• REQUIREMENT
Search the records for the word "middle" and copy each line in which it appears.

• RECORDS SHOWN

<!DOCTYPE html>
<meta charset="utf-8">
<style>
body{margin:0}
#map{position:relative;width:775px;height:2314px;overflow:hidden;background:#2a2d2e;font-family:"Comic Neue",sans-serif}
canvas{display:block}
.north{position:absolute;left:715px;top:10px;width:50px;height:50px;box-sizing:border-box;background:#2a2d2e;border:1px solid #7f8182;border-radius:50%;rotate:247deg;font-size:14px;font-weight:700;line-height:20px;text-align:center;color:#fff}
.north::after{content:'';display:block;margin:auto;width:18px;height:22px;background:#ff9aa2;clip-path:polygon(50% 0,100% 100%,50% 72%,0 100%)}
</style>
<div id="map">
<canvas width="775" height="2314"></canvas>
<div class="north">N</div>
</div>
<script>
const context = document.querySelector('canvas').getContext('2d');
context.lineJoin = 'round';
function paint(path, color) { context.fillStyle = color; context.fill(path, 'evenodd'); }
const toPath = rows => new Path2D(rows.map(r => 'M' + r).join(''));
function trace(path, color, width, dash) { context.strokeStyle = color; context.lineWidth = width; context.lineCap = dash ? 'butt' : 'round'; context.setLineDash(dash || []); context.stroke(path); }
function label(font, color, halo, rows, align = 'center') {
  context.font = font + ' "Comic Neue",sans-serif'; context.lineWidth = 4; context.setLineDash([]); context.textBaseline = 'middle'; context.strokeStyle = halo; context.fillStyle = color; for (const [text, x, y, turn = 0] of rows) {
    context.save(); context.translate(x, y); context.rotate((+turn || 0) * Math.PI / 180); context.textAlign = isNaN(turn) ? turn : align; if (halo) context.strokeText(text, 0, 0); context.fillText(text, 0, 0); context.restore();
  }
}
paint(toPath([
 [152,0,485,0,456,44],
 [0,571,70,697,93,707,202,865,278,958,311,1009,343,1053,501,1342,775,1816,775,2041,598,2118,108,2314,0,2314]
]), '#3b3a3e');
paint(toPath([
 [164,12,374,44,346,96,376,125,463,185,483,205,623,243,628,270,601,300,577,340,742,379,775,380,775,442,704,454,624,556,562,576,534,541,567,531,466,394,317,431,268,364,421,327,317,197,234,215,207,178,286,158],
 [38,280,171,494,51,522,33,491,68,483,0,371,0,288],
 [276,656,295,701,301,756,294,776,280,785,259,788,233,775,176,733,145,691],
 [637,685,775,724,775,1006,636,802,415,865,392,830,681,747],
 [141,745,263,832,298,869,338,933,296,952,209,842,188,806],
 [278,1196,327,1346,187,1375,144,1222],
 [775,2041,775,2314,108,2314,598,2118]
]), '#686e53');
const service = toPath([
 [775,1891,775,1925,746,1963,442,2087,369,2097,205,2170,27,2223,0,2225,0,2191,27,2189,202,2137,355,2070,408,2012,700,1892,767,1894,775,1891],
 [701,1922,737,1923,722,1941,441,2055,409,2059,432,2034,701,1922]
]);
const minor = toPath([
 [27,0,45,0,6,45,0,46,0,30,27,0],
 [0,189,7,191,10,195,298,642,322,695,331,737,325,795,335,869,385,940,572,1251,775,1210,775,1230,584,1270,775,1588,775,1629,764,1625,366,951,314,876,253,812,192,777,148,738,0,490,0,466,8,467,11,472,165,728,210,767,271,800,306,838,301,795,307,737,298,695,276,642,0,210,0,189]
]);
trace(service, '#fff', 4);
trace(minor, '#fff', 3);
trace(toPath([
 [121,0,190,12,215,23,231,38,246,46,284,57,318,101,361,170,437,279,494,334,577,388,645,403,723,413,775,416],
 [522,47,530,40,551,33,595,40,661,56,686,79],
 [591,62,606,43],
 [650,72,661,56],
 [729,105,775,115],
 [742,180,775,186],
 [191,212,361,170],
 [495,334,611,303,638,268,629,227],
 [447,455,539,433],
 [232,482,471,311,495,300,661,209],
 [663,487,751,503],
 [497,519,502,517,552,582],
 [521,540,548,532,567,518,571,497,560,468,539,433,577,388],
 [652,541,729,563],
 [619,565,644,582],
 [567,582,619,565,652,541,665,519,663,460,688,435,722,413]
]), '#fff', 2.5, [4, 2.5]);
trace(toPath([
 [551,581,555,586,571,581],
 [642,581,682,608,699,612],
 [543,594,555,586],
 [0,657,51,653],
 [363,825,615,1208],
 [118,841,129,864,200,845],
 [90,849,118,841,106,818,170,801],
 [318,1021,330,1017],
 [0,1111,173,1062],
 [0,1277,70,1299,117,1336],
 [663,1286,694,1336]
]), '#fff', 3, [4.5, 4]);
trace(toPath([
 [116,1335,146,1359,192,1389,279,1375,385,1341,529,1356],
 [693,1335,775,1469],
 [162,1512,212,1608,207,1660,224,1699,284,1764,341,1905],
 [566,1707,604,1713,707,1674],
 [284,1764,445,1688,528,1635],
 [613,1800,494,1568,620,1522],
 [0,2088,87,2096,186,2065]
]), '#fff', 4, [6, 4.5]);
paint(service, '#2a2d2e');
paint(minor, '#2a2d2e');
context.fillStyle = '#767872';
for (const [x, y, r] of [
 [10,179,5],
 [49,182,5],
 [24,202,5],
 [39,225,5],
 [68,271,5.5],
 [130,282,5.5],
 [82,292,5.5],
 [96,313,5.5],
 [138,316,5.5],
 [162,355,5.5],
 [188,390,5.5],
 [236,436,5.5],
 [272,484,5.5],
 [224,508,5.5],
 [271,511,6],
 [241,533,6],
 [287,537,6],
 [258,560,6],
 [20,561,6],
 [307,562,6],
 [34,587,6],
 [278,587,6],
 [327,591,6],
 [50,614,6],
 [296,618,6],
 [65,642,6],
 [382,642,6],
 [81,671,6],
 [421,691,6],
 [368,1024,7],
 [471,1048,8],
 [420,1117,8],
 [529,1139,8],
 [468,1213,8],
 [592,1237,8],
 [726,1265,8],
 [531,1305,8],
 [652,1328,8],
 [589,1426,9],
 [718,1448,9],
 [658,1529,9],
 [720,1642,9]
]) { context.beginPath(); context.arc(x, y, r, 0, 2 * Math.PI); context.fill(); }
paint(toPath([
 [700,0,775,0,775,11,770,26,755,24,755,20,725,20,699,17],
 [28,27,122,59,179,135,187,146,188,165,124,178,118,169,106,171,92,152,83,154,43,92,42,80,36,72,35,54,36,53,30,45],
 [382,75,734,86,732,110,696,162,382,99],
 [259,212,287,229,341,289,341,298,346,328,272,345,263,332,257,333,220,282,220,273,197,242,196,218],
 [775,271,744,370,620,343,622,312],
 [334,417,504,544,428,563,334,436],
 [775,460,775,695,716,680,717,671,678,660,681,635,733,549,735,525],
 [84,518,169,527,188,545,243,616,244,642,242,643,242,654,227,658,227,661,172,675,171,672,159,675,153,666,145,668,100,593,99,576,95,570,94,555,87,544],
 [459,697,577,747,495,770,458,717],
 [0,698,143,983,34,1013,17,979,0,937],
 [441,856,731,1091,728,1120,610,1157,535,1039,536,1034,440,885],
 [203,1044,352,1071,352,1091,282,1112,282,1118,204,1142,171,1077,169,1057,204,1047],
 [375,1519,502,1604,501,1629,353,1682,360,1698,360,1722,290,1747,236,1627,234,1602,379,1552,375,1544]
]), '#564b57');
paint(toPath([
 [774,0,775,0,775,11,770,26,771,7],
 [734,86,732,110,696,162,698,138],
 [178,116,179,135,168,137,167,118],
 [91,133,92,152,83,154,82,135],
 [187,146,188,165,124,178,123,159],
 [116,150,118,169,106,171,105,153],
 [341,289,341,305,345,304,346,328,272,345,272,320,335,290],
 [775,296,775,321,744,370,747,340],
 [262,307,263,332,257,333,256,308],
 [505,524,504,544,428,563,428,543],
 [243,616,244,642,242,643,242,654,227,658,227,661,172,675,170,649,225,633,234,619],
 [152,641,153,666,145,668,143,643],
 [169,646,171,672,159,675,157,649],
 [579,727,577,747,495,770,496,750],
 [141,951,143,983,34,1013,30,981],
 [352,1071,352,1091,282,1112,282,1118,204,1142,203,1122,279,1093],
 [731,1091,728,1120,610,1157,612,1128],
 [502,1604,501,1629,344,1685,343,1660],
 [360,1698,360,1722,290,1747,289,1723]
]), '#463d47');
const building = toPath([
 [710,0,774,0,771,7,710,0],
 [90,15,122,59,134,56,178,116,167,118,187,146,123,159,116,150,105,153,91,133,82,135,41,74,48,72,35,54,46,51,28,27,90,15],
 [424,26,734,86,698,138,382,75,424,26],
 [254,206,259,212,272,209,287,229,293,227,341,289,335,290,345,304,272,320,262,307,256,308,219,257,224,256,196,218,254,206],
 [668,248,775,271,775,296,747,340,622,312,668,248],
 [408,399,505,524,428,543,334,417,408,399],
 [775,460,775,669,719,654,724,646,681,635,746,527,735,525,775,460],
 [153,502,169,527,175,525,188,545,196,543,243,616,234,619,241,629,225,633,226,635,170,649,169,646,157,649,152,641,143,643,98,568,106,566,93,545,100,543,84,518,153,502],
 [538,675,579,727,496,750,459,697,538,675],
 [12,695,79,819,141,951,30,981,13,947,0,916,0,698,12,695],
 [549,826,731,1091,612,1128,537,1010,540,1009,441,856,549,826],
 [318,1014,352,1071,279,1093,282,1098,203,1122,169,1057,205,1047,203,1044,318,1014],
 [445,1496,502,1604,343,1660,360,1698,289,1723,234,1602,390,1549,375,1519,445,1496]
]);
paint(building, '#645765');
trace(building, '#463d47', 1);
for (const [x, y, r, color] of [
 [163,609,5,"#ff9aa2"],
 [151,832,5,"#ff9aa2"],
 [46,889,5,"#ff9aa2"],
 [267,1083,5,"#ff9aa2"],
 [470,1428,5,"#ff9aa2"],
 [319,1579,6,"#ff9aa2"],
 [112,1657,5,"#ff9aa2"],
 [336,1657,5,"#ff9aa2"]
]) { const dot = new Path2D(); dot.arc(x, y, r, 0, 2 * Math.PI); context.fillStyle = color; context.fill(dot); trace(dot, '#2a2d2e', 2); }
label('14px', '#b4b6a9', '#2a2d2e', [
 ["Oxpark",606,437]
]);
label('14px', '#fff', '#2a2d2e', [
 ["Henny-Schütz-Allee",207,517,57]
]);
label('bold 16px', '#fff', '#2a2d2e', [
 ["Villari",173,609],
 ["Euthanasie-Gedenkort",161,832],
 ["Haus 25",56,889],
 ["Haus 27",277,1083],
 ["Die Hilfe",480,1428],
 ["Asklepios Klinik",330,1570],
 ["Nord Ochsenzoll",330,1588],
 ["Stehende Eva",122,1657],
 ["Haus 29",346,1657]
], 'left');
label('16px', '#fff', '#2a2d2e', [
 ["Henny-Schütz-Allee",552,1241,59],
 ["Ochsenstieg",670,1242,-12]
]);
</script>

==

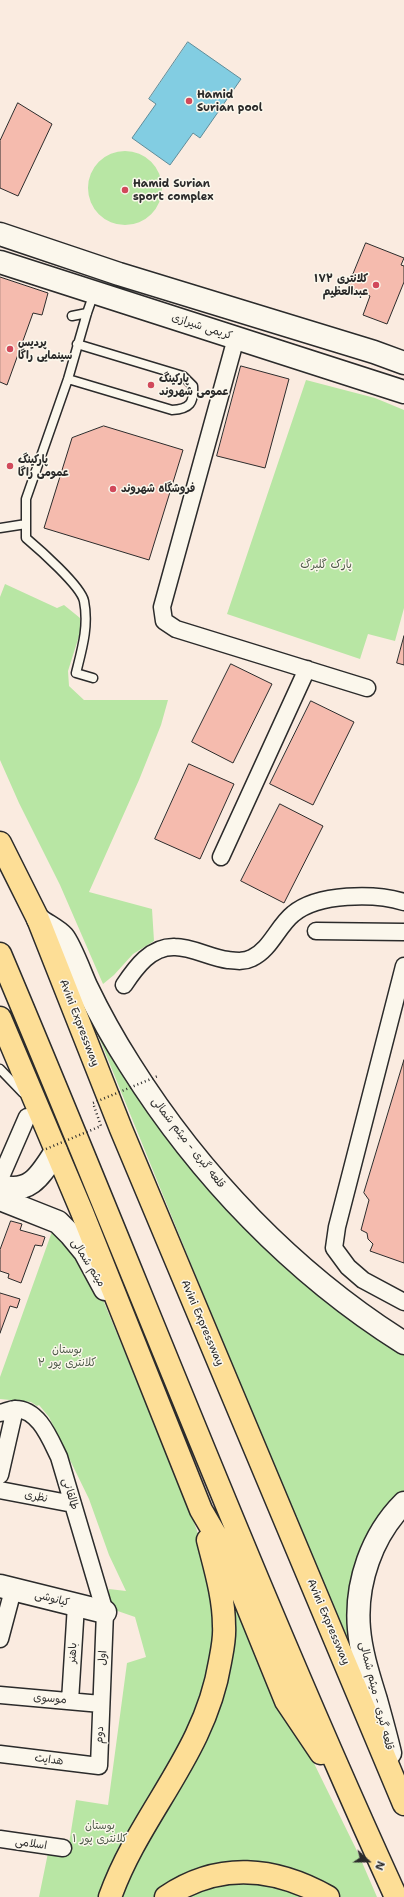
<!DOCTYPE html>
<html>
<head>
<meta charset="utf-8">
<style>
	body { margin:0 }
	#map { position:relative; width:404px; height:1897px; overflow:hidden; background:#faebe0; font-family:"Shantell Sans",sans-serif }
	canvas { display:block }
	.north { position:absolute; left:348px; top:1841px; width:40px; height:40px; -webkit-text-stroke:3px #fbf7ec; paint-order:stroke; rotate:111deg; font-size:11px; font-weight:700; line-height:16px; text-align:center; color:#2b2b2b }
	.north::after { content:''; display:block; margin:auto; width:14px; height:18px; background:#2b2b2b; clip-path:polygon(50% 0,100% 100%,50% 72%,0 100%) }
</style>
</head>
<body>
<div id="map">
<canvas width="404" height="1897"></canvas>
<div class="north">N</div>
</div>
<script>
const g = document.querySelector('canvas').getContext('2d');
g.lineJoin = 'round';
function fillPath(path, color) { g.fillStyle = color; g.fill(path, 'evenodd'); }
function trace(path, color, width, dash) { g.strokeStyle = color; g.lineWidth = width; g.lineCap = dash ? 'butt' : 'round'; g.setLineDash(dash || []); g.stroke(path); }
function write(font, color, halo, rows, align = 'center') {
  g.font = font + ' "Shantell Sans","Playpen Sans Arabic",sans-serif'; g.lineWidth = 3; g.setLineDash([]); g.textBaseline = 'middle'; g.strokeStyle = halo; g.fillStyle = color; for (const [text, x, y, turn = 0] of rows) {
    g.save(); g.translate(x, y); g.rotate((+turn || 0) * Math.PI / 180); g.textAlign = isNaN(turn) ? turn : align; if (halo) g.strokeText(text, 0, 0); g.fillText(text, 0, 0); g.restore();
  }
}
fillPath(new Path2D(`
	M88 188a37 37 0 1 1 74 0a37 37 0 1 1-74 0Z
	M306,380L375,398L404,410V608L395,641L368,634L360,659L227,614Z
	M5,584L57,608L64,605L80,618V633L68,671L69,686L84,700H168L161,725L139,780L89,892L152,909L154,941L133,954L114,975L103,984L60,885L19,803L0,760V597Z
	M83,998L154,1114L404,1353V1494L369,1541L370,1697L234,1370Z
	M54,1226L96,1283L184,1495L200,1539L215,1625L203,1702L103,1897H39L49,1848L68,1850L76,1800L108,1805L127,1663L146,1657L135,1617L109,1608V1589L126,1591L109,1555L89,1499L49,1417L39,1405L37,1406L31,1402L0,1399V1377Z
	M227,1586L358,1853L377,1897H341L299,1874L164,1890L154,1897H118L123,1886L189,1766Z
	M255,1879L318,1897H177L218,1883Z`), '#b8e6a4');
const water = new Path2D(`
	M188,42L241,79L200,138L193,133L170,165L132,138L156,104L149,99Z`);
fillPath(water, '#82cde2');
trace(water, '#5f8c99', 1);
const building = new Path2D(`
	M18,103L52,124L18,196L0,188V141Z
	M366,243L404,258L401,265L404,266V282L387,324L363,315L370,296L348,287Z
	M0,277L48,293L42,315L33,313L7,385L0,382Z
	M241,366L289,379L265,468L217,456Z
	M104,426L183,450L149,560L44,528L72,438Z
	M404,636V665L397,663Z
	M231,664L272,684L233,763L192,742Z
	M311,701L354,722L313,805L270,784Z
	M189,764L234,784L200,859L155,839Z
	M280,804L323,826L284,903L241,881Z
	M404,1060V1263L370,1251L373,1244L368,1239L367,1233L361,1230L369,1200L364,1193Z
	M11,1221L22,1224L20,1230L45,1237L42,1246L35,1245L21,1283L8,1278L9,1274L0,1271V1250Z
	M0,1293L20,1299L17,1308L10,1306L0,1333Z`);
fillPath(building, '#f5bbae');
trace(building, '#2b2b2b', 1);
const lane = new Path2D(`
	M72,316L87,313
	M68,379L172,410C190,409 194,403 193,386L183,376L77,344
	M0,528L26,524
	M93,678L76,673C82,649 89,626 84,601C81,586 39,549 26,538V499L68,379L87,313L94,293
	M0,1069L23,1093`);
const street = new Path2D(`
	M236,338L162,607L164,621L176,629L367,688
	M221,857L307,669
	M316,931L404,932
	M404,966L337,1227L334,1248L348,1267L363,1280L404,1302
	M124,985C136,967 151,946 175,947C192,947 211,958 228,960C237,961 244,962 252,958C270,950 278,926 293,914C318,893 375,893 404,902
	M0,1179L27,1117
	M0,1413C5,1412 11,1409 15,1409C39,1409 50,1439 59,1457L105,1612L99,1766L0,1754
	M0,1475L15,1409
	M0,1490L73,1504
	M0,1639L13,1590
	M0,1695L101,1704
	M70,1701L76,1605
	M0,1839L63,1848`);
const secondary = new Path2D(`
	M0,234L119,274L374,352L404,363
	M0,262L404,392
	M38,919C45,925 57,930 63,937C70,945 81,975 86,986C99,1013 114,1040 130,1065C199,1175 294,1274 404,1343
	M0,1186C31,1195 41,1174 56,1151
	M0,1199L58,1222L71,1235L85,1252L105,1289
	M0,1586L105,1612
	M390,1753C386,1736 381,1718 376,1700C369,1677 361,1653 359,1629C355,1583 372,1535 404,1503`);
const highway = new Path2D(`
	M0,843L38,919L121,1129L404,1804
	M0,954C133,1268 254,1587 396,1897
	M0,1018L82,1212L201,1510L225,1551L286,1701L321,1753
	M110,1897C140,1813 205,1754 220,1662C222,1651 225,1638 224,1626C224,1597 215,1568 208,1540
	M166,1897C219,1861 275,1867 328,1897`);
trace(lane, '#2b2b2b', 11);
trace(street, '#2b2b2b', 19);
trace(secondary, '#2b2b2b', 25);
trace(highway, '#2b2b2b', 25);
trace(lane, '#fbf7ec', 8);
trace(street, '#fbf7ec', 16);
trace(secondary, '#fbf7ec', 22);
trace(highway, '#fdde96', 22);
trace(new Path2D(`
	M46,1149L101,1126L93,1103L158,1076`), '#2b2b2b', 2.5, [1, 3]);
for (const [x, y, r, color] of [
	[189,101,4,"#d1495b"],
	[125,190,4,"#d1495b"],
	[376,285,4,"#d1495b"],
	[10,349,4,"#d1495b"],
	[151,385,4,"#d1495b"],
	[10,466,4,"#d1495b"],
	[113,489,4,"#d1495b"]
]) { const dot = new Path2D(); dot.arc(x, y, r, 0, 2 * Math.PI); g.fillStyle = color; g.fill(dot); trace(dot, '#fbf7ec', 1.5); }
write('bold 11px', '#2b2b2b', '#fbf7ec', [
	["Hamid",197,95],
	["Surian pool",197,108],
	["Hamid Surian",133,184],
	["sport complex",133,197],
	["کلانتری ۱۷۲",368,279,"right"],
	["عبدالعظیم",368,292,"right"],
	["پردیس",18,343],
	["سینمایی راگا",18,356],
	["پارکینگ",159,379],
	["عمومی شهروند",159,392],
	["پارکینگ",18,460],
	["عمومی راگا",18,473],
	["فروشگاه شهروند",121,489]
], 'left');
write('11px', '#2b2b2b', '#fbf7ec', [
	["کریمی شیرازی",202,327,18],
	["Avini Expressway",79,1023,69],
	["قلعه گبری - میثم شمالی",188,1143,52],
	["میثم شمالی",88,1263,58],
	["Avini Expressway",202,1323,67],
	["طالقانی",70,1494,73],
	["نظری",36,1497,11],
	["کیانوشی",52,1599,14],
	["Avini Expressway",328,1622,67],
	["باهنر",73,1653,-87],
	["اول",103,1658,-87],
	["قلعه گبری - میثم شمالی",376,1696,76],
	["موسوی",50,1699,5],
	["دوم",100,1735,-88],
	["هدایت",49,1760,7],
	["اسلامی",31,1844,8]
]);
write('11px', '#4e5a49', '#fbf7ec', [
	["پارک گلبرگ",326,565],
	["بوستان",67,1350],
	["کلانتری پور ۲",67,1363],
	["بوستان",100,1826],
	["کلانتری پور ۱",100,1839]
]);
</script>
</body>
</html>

• RESPONSE TO THE TASK
  context.font = font + ' "Comic Neue",sans-serif'; context.lineWidth = 4; context.setLineDash([]); context.textBaseline = 'middle'; context.strokeStyle = halo; context.fillStyle = color; for (const [text, x, y, turn = 0] of rows) {
  g.font = font + ' "Shantell Sans","Playpen Sans Arabic",sans-serif'; g.lineWidth = 3; g.setLineDash([]); g.textBaseline = 'middle'; g.strokeStyle = halo; g.fillStyle = color; for (const [text, x, y, turn = 0] of rows) {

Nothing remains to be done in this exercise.